→ What is being asked: Reply with each record repeated exactly.

──────── Input for this task

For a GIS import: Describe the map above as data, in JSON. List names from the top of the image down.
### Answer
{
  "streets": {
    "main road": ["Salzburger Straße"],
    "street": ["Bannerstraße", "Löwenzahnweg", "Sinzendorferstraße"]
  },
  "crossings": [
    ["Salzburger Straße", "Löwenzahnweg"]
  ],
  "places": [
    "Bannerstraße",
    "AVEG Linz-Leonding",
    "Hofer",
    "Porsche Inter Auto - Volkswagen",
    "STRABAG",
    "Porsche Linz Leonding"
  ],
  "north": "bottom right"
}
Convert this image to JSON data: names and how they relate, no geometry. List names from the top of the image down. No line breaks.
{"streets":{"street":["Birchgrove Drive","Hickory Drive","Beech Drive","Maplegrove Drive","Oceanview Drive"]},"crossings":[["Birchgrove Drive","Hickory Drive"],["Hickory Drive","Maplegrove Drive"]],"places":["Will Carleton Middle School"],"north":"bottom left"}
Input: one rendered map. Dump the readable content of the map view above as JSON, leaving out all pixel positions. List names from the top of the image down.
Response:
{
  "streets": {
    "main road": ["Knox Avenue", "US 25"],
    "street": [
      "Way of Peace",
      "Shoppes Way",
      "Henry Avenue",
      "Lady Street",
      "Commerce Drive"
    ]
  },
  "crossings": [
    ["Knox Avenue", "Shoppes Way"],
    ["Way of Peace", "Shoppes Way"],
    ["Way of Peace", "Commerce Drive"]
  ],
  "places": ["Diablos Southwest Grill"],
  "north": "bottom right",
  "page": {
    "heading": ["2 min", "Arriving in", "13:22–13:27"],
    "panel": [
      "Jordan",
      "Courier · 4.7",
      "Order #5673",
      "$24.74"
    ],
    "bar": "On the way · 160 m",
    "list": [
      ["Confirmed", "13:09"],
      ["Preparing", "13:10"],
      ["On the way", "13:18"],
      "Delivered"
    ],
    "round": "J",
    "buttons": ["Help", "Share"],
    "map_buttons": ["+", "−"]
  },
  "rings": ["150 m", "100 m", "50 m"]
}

────────────────

→ Result of the exercise:
For a GIS import: Describe the map above as data, in JSON. List names from the top of the image down.
### Answer
{
  "streets": {
    "main road": ["Salzburger Straße"],
    "street": ["Bannerstraße", "Löwenzahnweg", "Sinzendorferstraße"]
  },
  "crossings": [
    ["Salzburger Straße", "Löwenzahnweg"]
  ],
  "places": [
    "Bannerstraße",
    "AVEG Linz-Leonding",
    "Hofer",
    "Porsche Inter Auto - Volkswagen",
    "STRABAG",
    "Porsche Linz Leonding"
  ],
  "north": "bottom right"
}
Convert this image to JSON data: names and how they relate, no geometry. List names from the top of the image down. No line breaks.
{"streets":{"street":["Birchgrove Drive","Hickory Drive","Beech Drive","Maplegrove Drive","Oceanview Drive"]},"crossings":[["Birchgrove Drive","Hickory Drive"],["Hickory Drive","Maplegrove Drive"]],"places":["Will Carleton Middle School"],"north":"bottom left"}
Input: one rendered map. Dump the readable content of the map view above as JSON, leaving out all pixel positions. List names from the top of the image down.
Response:
{
  "streets": {
    "main road": ["Knox Avenue", "US 25"],
    "street": [
      "Way of Peace",
      "Shoppes Way",
      "Henry Avenue",
      "Lady Street",
      "Commerce Drive"
    ]
  },
  "crossings": [
    ["Knox Avenue", "Shoppes Way"],
    ["Way of Peace", "Shoppes Way"],
    ["Way of Peace", "Commerce Drive"]
  ],
  "places": ["Diablos Southwest Grill"],
  "north": "bottom right",
  "page": {
    "heading": ["2 min", "Arriving in", "13:22–13:27"],
    "panel": [
      "Jordan",
      "Courier · 4.7",
      "Order #5673",
      "$24.74"
    ],
    "bar": "On the way · 160 m",
    "list": [
      ["Confirmed", "13:09"],
      ["Preparing", "13:10"],
      ["On the way", "13:18"],
      "Delivered"
    ],
    "round": "J",
    "buttons": ["Help", "Share"],
    "map_buttons": ["+", "−"]
  },
  "rings": ["150 m", "100 m", "50 m"]
}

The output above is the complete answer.